CQRS & Event Sourcing Architecture for 4.5B Record Scale
How we decoupled reads from writes using CQRS and Event Sourcing to process 4.5 billion records with sub-second query latency.
Key Results
The Challenge (The Bottleneck)
Business Pain
The client—a major player in the FinTech/Insurance sector—was effectively flying blind. The core ledger had become so heavy that generating end-of-month reconciliation reports took 48+ hours, often timing out. Real-time decision-making—crucial for fraud detection and risk assessment—was impossible due to massive data latency.
Technical Pain
The legacy relational database was being forced to act as a “Jack of all trades” (OLTP + OLAP), creating a classic resource contention nightmare:
- Lock Contention: Heavy write operations during business hours were locking rows, causing read queries from the dashboard to hang or timeout.
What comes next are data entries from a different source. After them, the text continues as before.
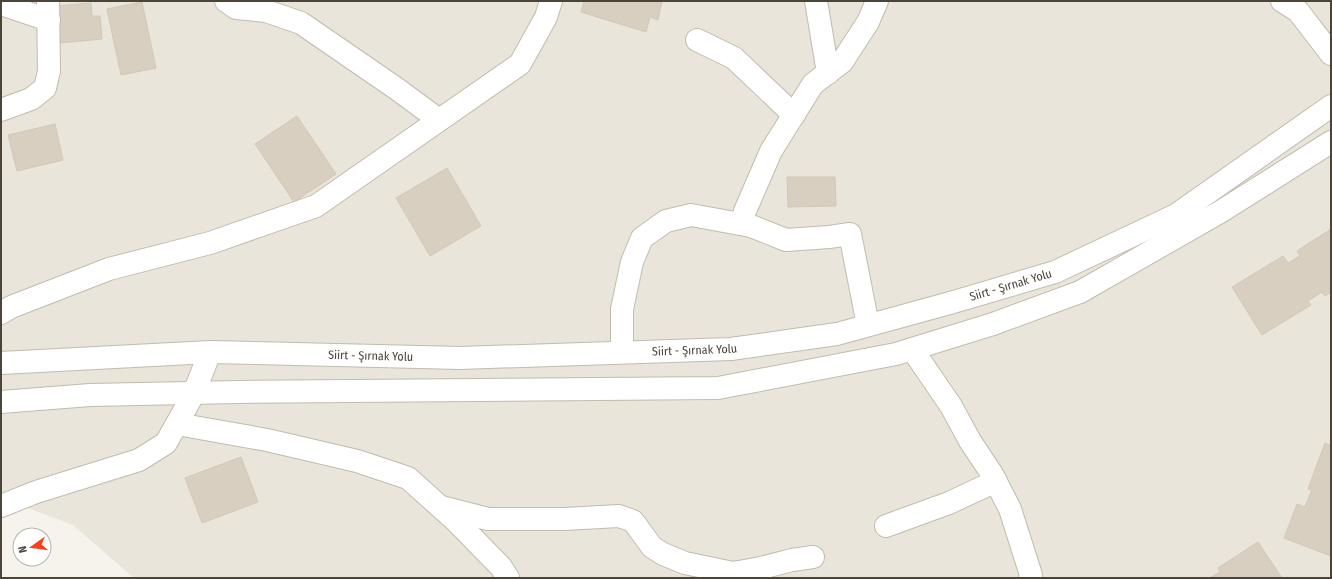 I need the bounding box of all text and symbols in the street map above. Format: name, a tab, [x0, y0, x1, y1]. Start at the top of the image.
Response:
street label: Siirt - Şırnak Yolu	[968, 266, 1053, 304]
street label: Siirt - Şırnak Yolu	[652, 341, 738, 359]
street label: Siirt - Şırnak Yolu	[328, 348, 413, 364]
north arrow	[12, 527, 52, 567]
text: N	[16, 545, 30, 554] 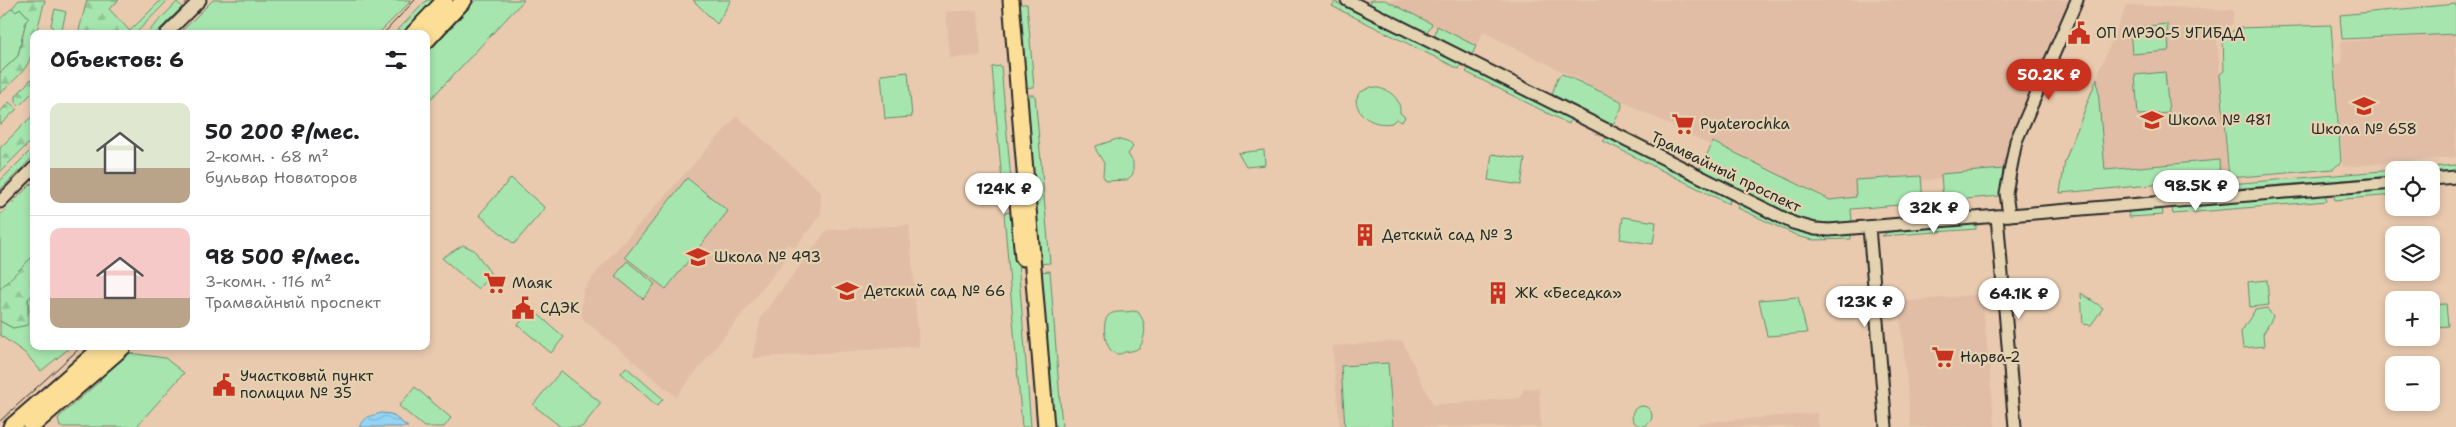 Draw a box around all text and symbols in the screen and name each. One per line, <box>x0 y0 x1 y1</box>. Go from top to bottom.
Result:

- Indexing Paralysis: A single monolithic table grew to 4.5 Billion rows. Adding a new index to optimize queries took days and required planned downtime, freezing product iteration.
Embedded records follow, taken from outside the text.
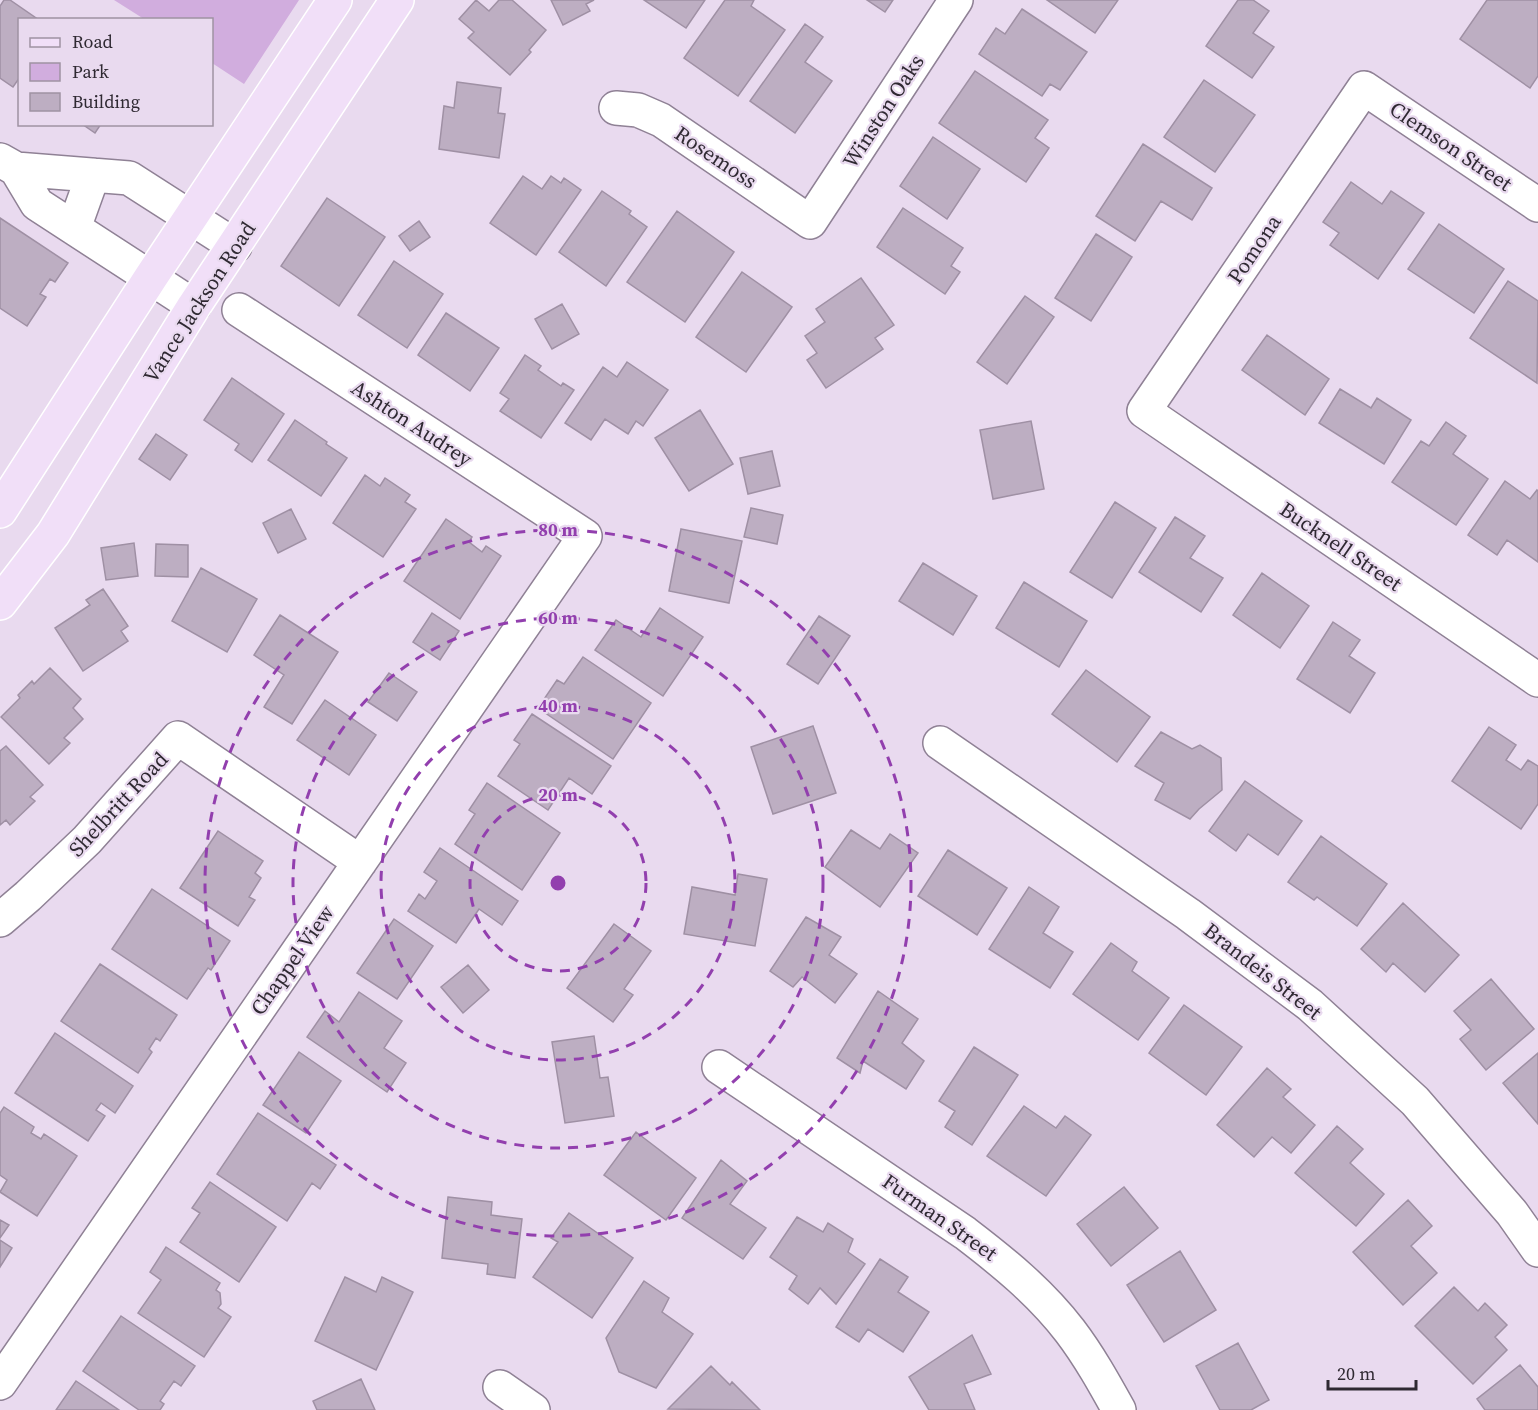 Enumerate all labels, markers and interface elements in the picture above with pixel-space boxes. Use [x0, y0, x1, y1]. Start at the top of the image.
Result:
legend [18, 18, 213, 126]
text: Road [72, 29, 113, 54]
street label: Winston Oaks [836, 49, 930, 173]
text: Park [72, 59, 109, 84]
text: Building [72, 89, 140, 114]
street label: Clemson Street [1384, 94, 1518, 198]
street label: Rosemoss [669, 119, 763, 195]
street label: Pomona [1220, 209, 1288, 289]
street label: Vance Jackson Road [136, 216, 262, 388]
street label: Ashton Audrey [346, 373, 478, 473]
street label: Bucknell Street [1274, 494, 1408, 598]
text: 80 m [538, 517, 578, 542]
text: 60 m [538, 605, 578, 630]
text: 40 m [538, 693, 578, 718]
street label: Shelbritt Road [62, 745, 174, 863]
text: 20 m [538, 782, 578, 807]
centre of rings [548, 873, 568, 893]
street label: Chappel View [243, 899, 341, 1021]
street label: Brandeis Street [1198, 916, 1328, 1026]
street label: Furman Street [877, 1167, 1003, 1267]
scale bar [1328, 1353, 1416, 1391]
text: 20 m [1337, 1361, 1375, 1386]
- Tight Coupling: The monolithic architecture coupled data ingestion directly to the user interface. A spike in transaction volume directly degraded the user experience for support staff.
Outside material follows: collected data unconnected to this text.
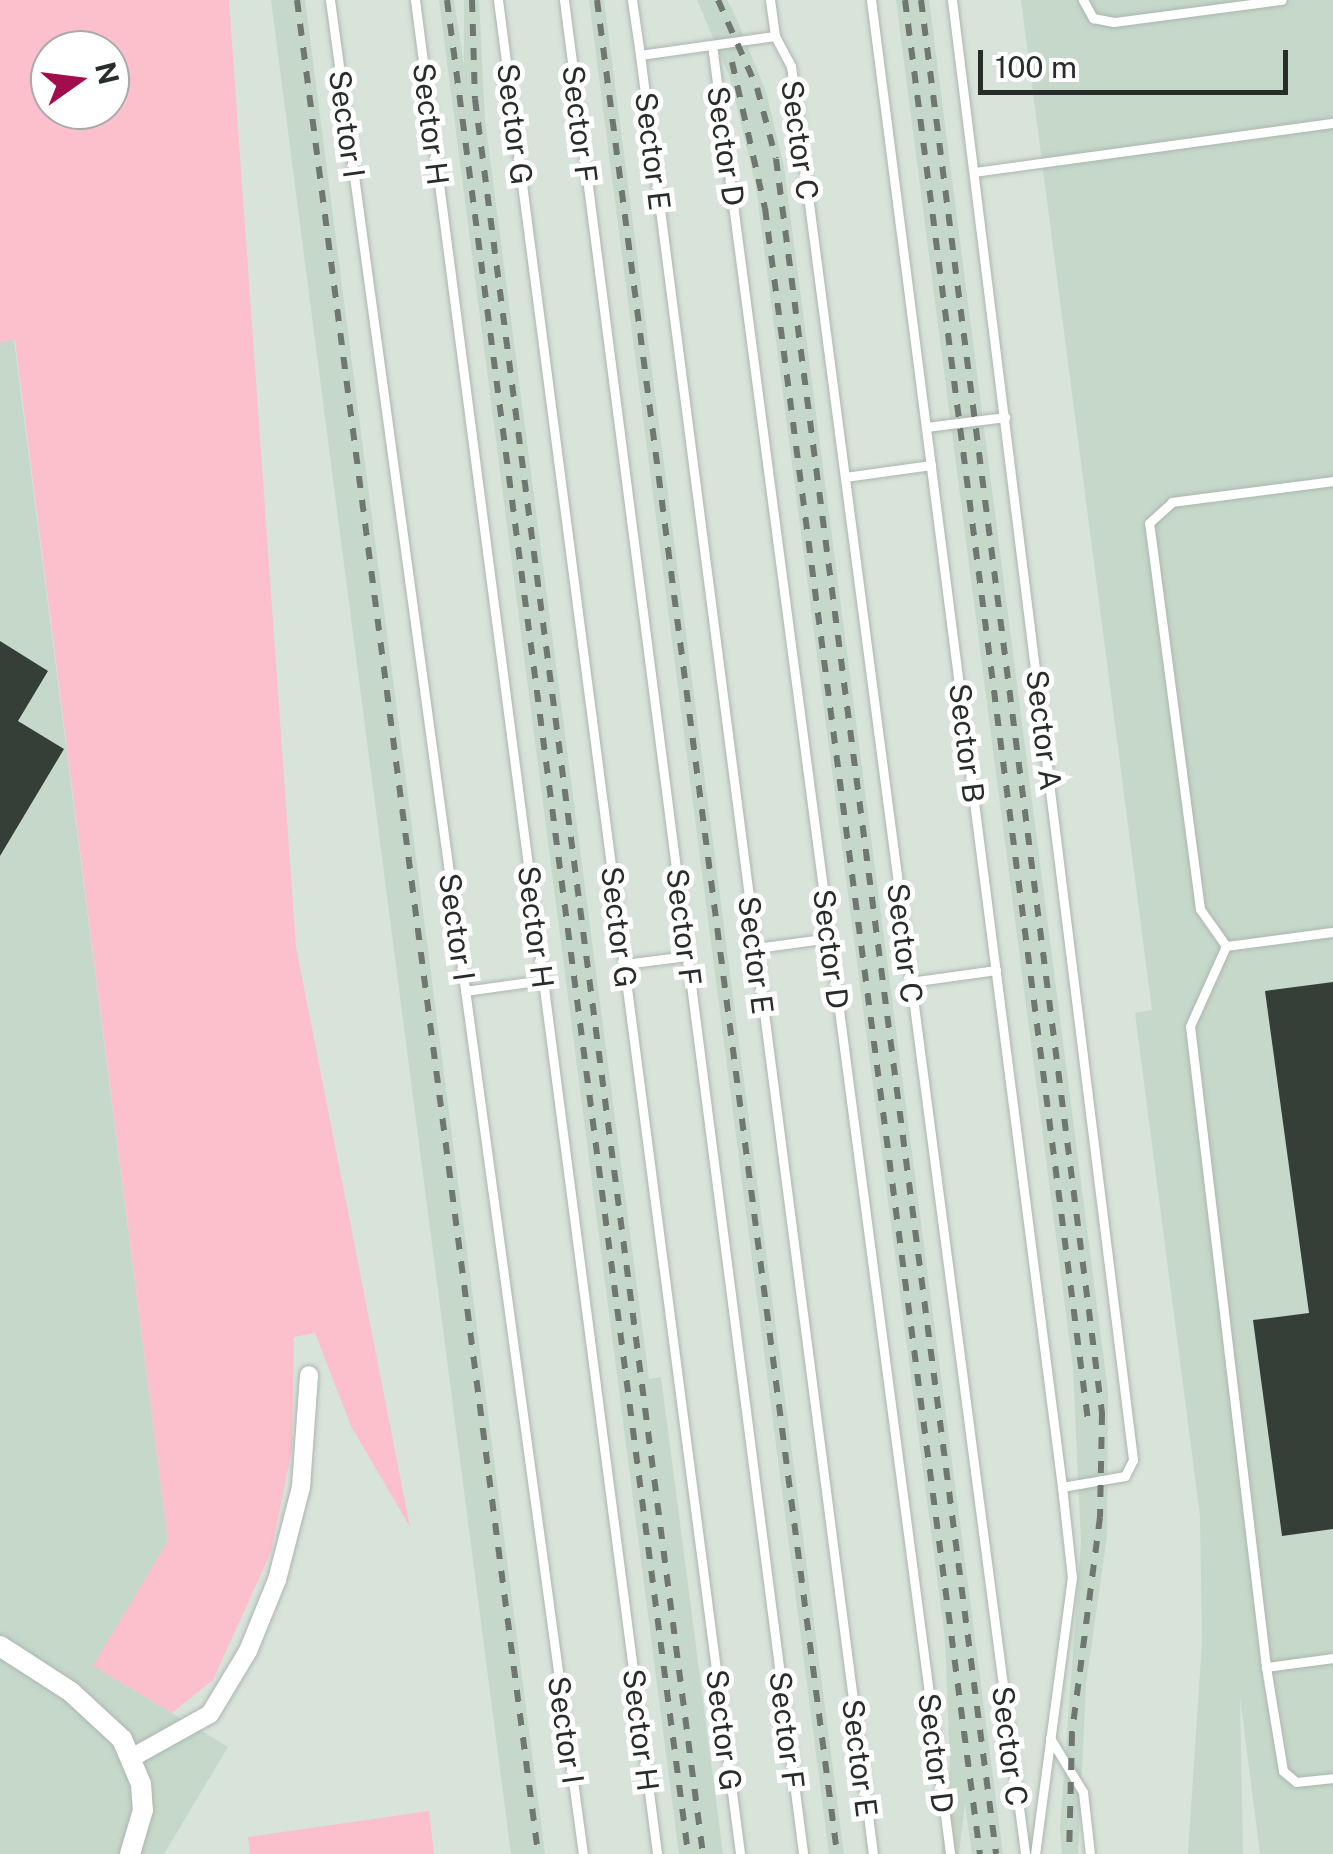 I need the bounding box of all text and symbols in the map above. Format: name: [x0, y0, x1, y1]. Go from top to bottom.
north arrow: [30, 30, 130, 130]
scale bar: [983, 30, 1293, 92]
text: 100 m: [995, 49, 1077, 85]
text: N: [89, 58, 126, 88]
street label: Sector H: [406, 61, 456, 187]
street label: Sector G: [490, 61, 540, 187]
street label: Sector F: [555, 63, 605, 185]
street label: Sector I: [322, 68, 372, 180]
street label: Sector C: [774, 78, 826, 202]
street label: Sector D: [700, 84, 752, 208]
street label: Sector E: [628, 90, 678, 212]
street label: Sector A: [1019, 668, 1069, 792]
street label: Sector B: [942, 681, 992, 805]
street label: Sector H: [511, 864, 561, 990]
street label: Sector G: [594, 864, 644, 990]
street label: Sector F: [659, 866, 709, 988]
street label: Sector I: [432, 871, 482, 983]
street label: Sector C: [880, 881, 930, 1005]
street label: Sector D: [806, 887, 856, 1011]
street label: Sector E: [731, 894, 781, 1016]
street label: Sector H: [616, 1667, 666, 1793]
street label: Sector G: [699, 1667, 749, 1793]
street label: Sector F: [762, 1669, 812, 1791]
street label: Sector I: [541, 1674, 591, 1786]
street label: Sector C: [985, 1684, 1035, 1808]
street label: Sector D: [911, 1691, 961, 1815]
street label: Sector E: [835, 1697, 885, 1819]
The Architecture (The Solution)
Strategy
We moved away from the CRUD mindset and implemented a strict CQRS (Command Query Responsibility Segregation) pattern combined with Event Sourcing. This allowed us to scale reads and writes independently.
The Logic
De-coupling Writes from Reads: We separated the “Write Side” (Commands) from the “Read Side” (Queries). The write model focused solely on high-speed ingestion and validation, ignoring complex join logic.
The Immutable Truth: The “Source of Truth” shifted from a mutable relational database to an append-only Event Store (using Kafka/Pulsar). This ensured a perfect audit trail of every state change (e.g., PaymentInitiated, PaymentSettled), enabling “Time Travel” debugging.
Polyglot Persistence (Projections): We acknowledged that one database cannot fit all needs. We built specialized “Read Models” (Projections) by consuming the event stream:
- Elasticsearch: Optimized for fuzzy search and complex filtering criteria used by support staff.
- Data Lake (S3/Parquet): Optimized for batched OLAP workloads. We used partition strategies (Year/Month/Day) to enable the Data Science team to query years of history using Athena/Presto without touching production.
- Redis: Optimized for key-value lookups (e.g., “Get User Balance”) with sub-millisecond latency.
The Outcome
- Operational Velocity: Report generation time dropped from 48 hours to Near Real-Time (<5 seconds lag).
- Scalability: The system successfully handled the 4.5B record load. Write spikes no longer affected read performance, as they were buffered by the event bus.
- Data Democratization: Enabled the Data Science team to run complex, resource-intensive queries on the Data Warehouse without affecting production performance or risking UI timeouts.